### About this task
From top to bottom, write out the listing exactly and skip every picture.

### Material for the task
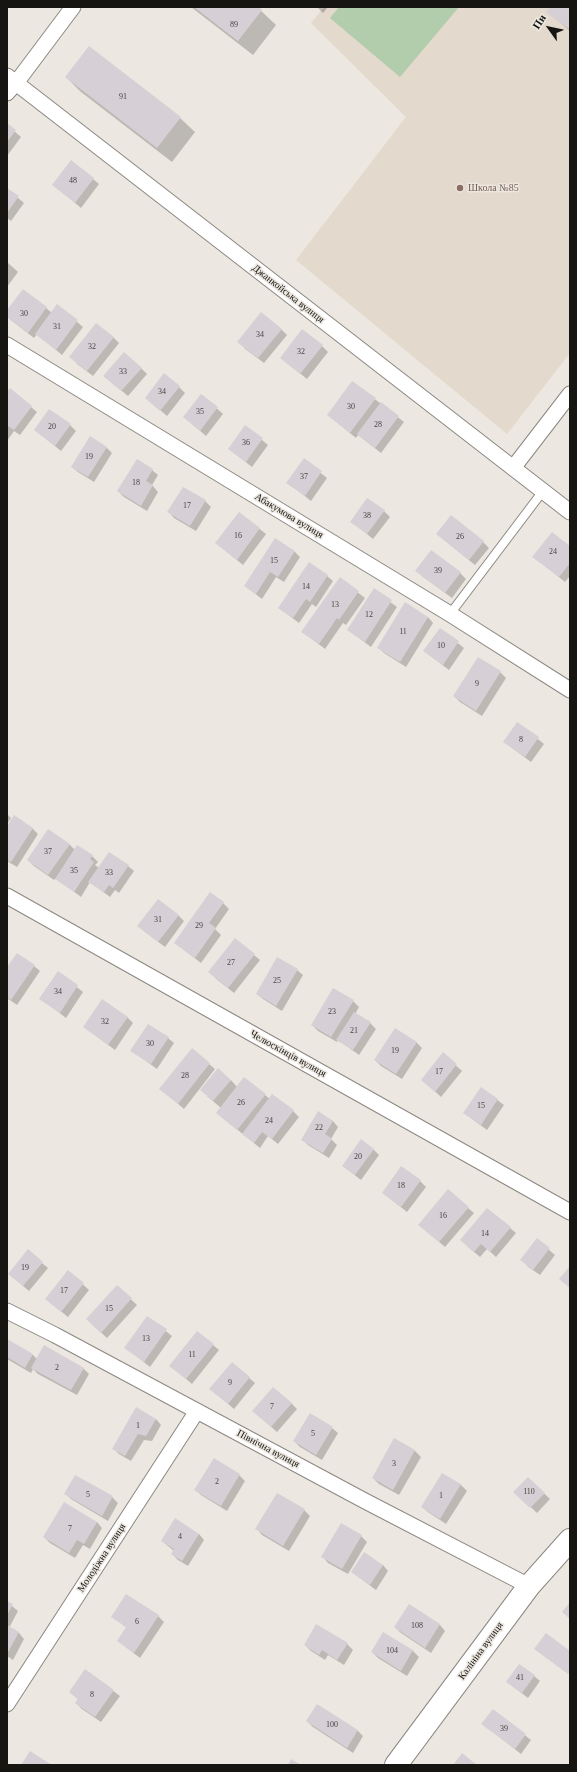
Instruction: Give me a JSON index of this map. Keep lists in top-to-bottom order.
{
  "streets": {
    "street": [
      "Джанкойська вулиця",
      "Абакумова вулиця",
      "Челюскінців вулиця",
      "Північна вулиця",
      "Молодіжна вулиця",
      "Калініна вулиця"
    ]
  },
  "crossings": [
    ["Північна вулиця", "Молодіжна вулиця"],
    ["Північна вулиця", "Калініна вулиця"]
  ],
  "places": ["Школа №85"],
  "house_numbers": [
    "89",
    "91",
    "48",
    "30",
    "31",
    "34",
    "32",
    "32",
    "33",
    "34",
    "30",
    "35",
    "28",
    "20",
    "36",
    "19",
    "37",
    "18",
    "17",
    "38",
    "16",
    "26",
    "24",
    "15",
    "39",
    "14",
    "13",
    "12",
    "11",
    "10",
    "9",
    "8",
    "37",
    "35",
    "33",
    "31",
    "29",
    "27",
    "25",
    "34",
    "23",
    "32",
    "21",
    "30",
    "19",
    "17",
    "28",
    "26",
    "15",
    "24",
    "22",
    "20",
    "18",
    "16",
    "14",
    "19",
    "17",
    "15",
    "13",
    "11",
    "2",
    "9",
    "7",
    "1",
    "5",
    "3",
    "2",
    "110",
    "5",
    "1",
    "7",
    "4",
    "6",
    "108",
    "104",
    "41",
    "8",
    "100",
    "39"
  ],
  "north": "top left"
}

### Answer for the task
Instruction: Give me a JSON index of this map. Keep lists in top-to-bottom order.
{
  "streets": {
    "street": [
      "Джанкойська вулиця",
      "Абакумова вулиця",
      "Челюскінців вулиця",
      "Північна вулиця",
      "Молодіжна вулиця",
      "Калініна вулиця"
    ]
  },
  "crossings": [
    ["Північна вулиця", "Молодіжна вулиця"],
    ["Північна вулиця", "Калініна вулиця"]
  ],
  "places": ["Школа №85"],
  "house_numbers": [
    "89",
    "91",
    "48",
    "30",
    "31",
    "34",
    "32",
    "32",
    "33",
    "34",
    "30",
    "35",
    "28",
    "20",
    "36",
    "19",
    "37",
    "18",
    "17",
    "38",
    "16",
    "26",
    "24",
    "15",
    "39",
    "14",
    "13",
    "12",
    "11",
    "10",
    "9",
    "8",
    "37",
    "35",
    "33",
    "31",
    "29",
    "27",
    "25",
    "34",
    "23",
    "32",
    "21",
    "30",
    "19",
    "17",
    "28",
    "26",
    "15",
    "24",
    "22",
    "20",
    "18",
    "16",
    "14",
    "19",
    "17",
    "15",
    "13",
    "11",
    "2",
    "9",
    "7",
    "1",
    "5",
    "3",
    "2",
    "110",
    "5",
    "1",
    "7",
    "4",
    "6",
    "108",
    "104",
    "41",
    "8",
    "100",
    "39"
  ],
  "north": "top left"
}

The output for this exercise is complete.